[Dataset entries]
● ● ● ●

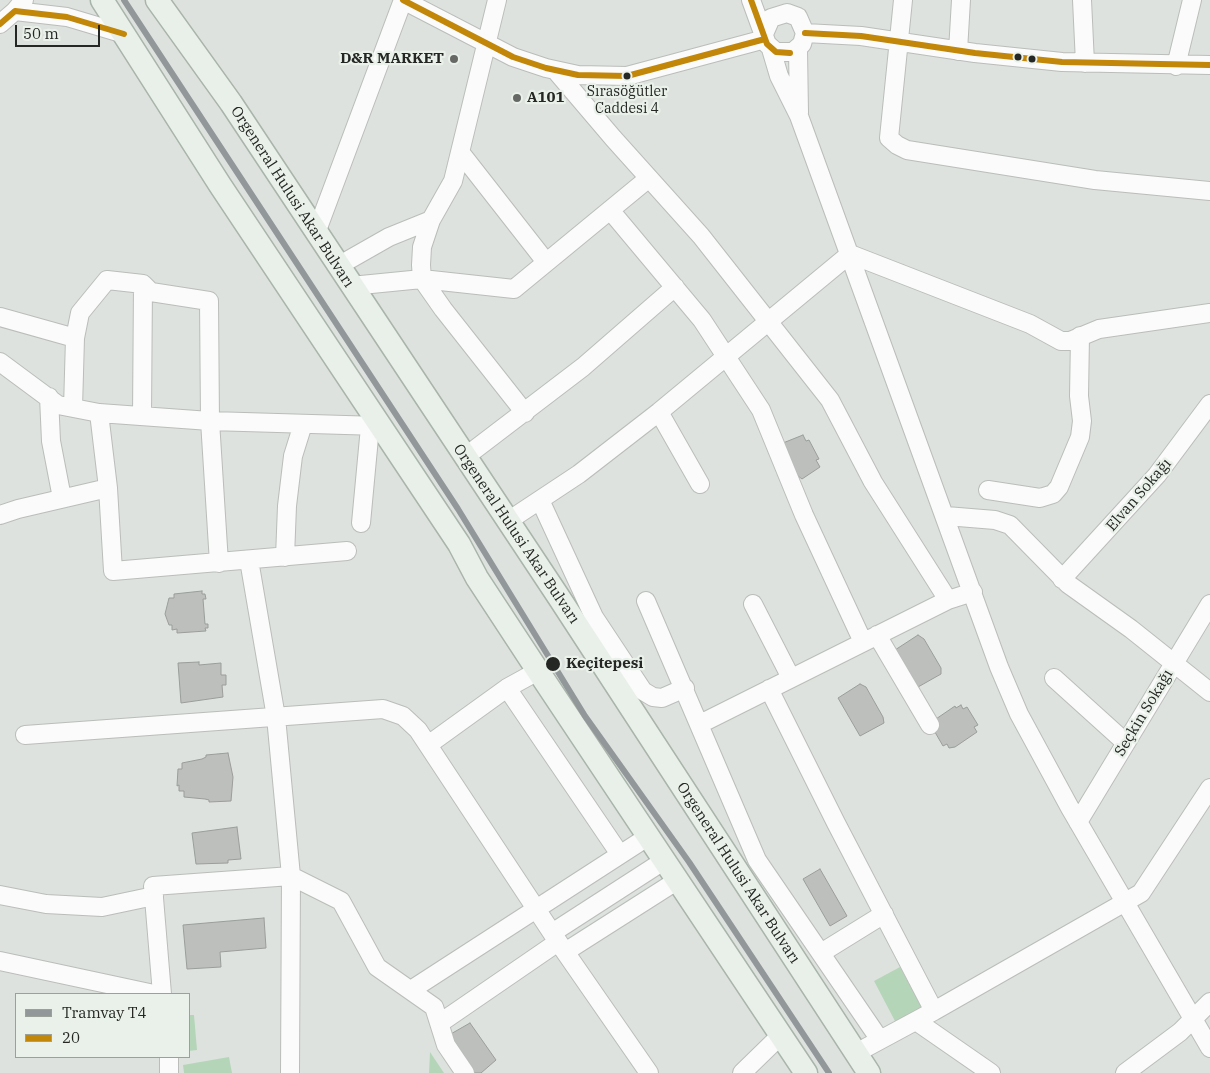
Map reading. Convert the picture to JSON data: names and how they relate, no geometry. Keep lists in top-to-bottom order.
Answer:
{
  "streets": {
    "main road": ["Orgeneral Hulusi Akar Bulvarı"],
    "street": ["Elvan Sokağı", "Seçkin Sokağı"]
  },
  "places": [
    "D&R MARKET",
    "Sırasöğütler Caddesi 4",
    "A101",
    "Keçitepesi"
  ],
  "lines": ["tram line T4", "transit line 20"],
  "legend": ["Tramvay T4", "20"],
  "scale_bar": "50 m"
}
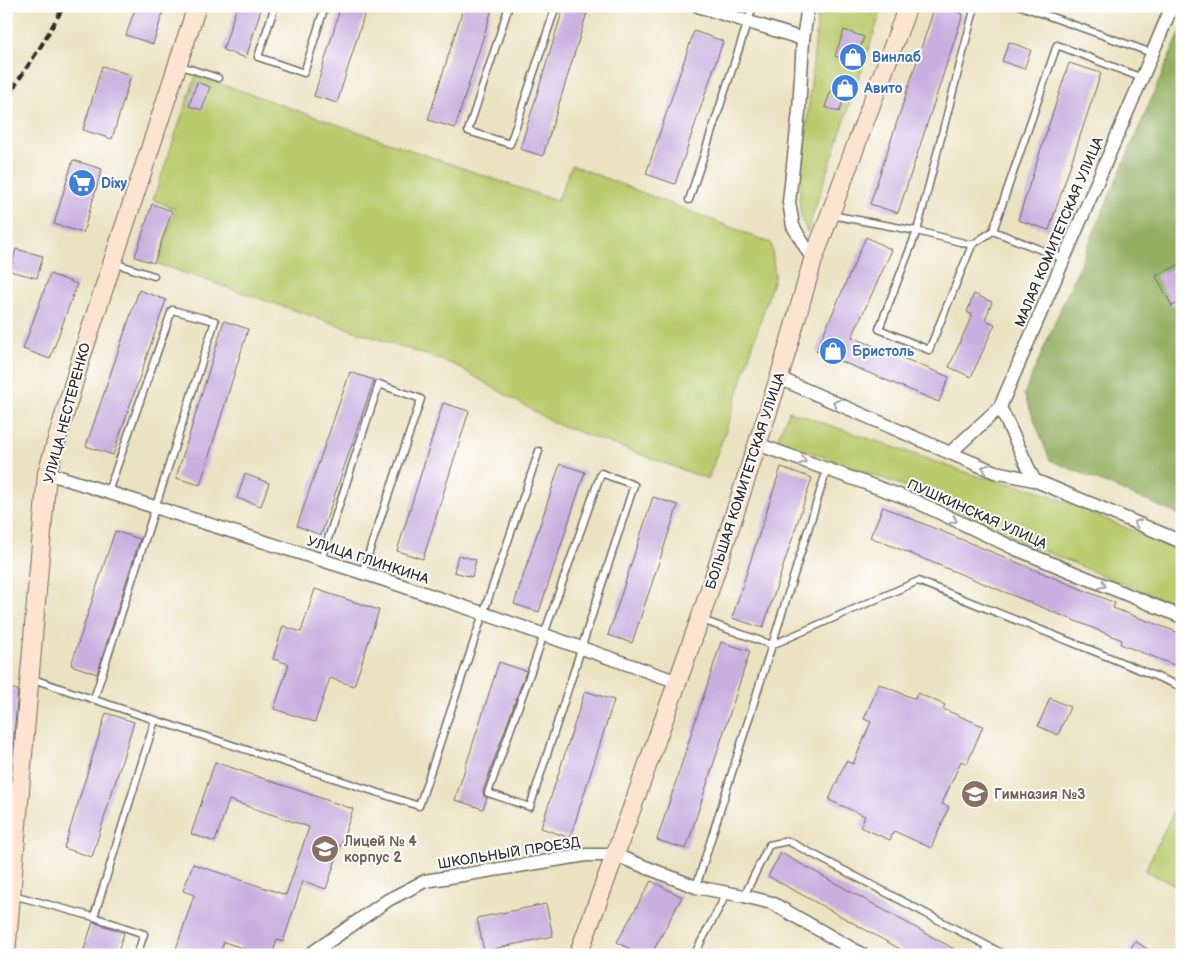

● ● ● ●

● Exercise prompt
Output all the data above verbatim, leaving out images.

● Response to the task
Map reading. Convert the picture to JSON data: names and how they relate, no geometry. Keep lists in top-to-bottom order.
Answer:
{
  "streets": {
    "main road": ["Orgeneral Hulusi Akar Bulvarı"],
    "street": ["Elvan Sokağı", "Seçkin Sokağı"]
  },
  "places": [
    "D&R MARKET",
    "Sırasöğütler Caddesi 4",
    "A101",
    "Keçitepesi"
  ],
  "lines": ["tram line T4", "transit line 20"],
  "legend": ["Tramvay T4", "20"],
  "scale_bar": "50 m"
}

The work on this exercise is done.